Column by Zoe Roberts, partner at BHP Chartered Accountants.
With an overall drop in profits across the top 50, in part caused by the margins of manufacturing companies being squeezed, it is clear that ensuring tax charges are minimised will be even more important.
Whilst the manufacturing sector has been a focus for government over the last few budgets, the recent changes brought few specific incentives.
Although the permanent fixing of the Annual Investment Allowance at £200,000 from 2016 onwards provides welcome certainty, a significant drop from the current £500,000, impacting particularly on plant intensive manufacturers. Companies looking to invest in their infrastructure should ensure they maximise the current higher limit.
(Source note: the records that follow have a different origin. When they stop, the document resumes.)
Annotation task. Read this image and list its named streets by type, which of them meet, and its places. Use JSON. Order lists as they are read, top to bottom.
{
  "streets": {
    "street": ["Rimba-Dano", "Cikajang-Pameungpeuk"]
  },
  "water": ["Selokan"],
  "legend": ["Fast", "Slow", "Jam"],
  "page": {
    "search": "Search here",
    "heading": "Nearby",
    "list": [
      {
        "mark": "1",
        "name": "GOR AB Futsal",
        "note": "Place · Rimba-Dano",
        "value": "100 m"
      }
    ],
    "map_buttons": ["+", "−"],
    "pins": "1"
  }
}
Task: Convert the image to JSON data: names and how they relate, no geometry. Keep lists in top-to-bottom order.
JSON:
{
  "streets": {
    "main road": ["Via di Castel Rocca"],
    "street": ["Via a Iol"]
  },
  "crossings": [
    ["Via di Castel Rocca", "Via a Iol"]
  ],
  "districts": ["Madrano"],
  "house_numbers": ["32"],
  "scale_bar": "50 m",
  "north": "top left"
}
Unwelcome EU attention was brought to the patent box regime and whilst changes are still to be confirmed, it looks likely that qualifying patents will be restricted to just those where the research & development has been carried out in the UK. The relief is still available in its current form and existing qualifying patents will be subject to grandfathering rules, so the scheme is certainly not dead and it is well worth looking at making claims. R&D tax relief continues to be generous but is still unclaimed by a large amount of qualifying businesses. Any manufacturer which improves its production process or is innovating products is likely to qualify and should consider a claim.
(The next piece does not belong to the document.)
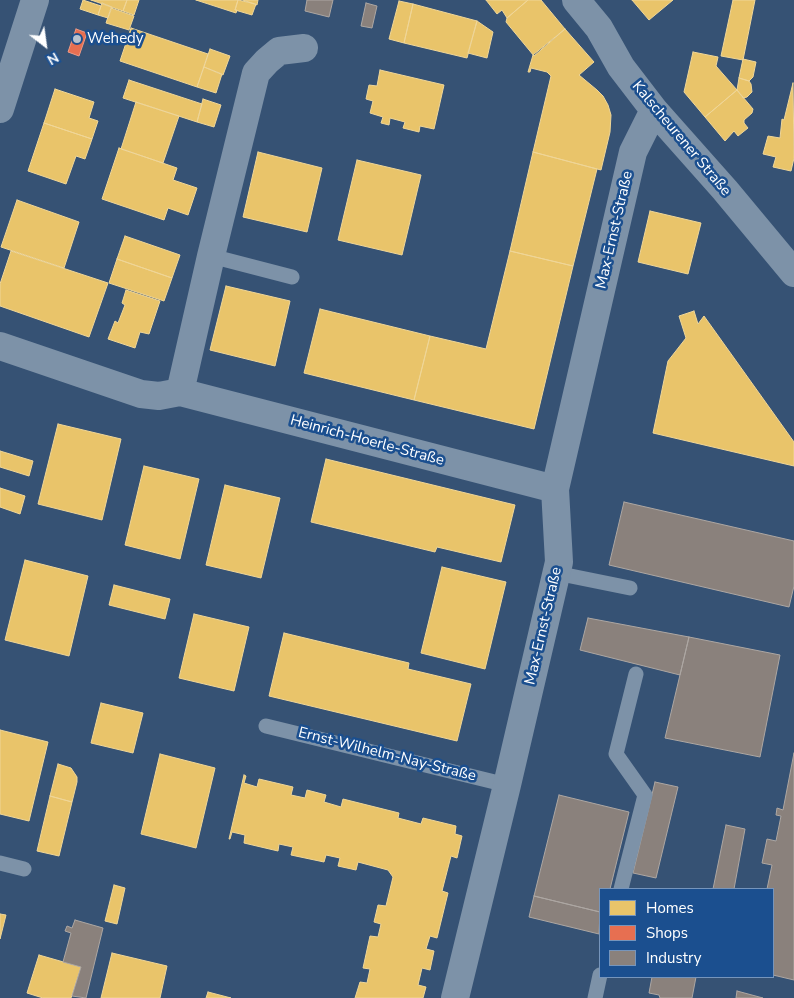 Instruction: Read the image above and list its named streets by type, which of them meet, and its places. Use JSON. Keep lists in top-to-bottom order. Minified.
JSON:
{"streets":{"street":["Kalscheurener Straße","Max-Ernst-Straße","Heinrich-Hoerle-Straße"],"lane":["Ernst-Wilhelm-Nay-Straße"]},"crossings":[["Kalscheurener Straße","Max-Ernst-Straße"],["Max-Ernst-Straße","Heinrich-Hoerle-Straße"],["Max-Ernst-Straße","Ernst-Wilhelm-Nay-Straße"]],"places":["Wehedy"],"legend":["Homes","Shops","Industry"],"north":"bottom right"}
Many companies rising up the chart are in, or suppliers to, the property and construction sector. It will be interesting to see how the chancellor’s recent raid on residential landlords will affect the housing market. The table shows a small increase in the number of employees across the top 50. Initiatives like the apprenticeship program and reduction in National Insurance for under 25s may help employers in recruiting the next generation of manufacturers although the introduction of a national living wage is likely to increase costs across the sector.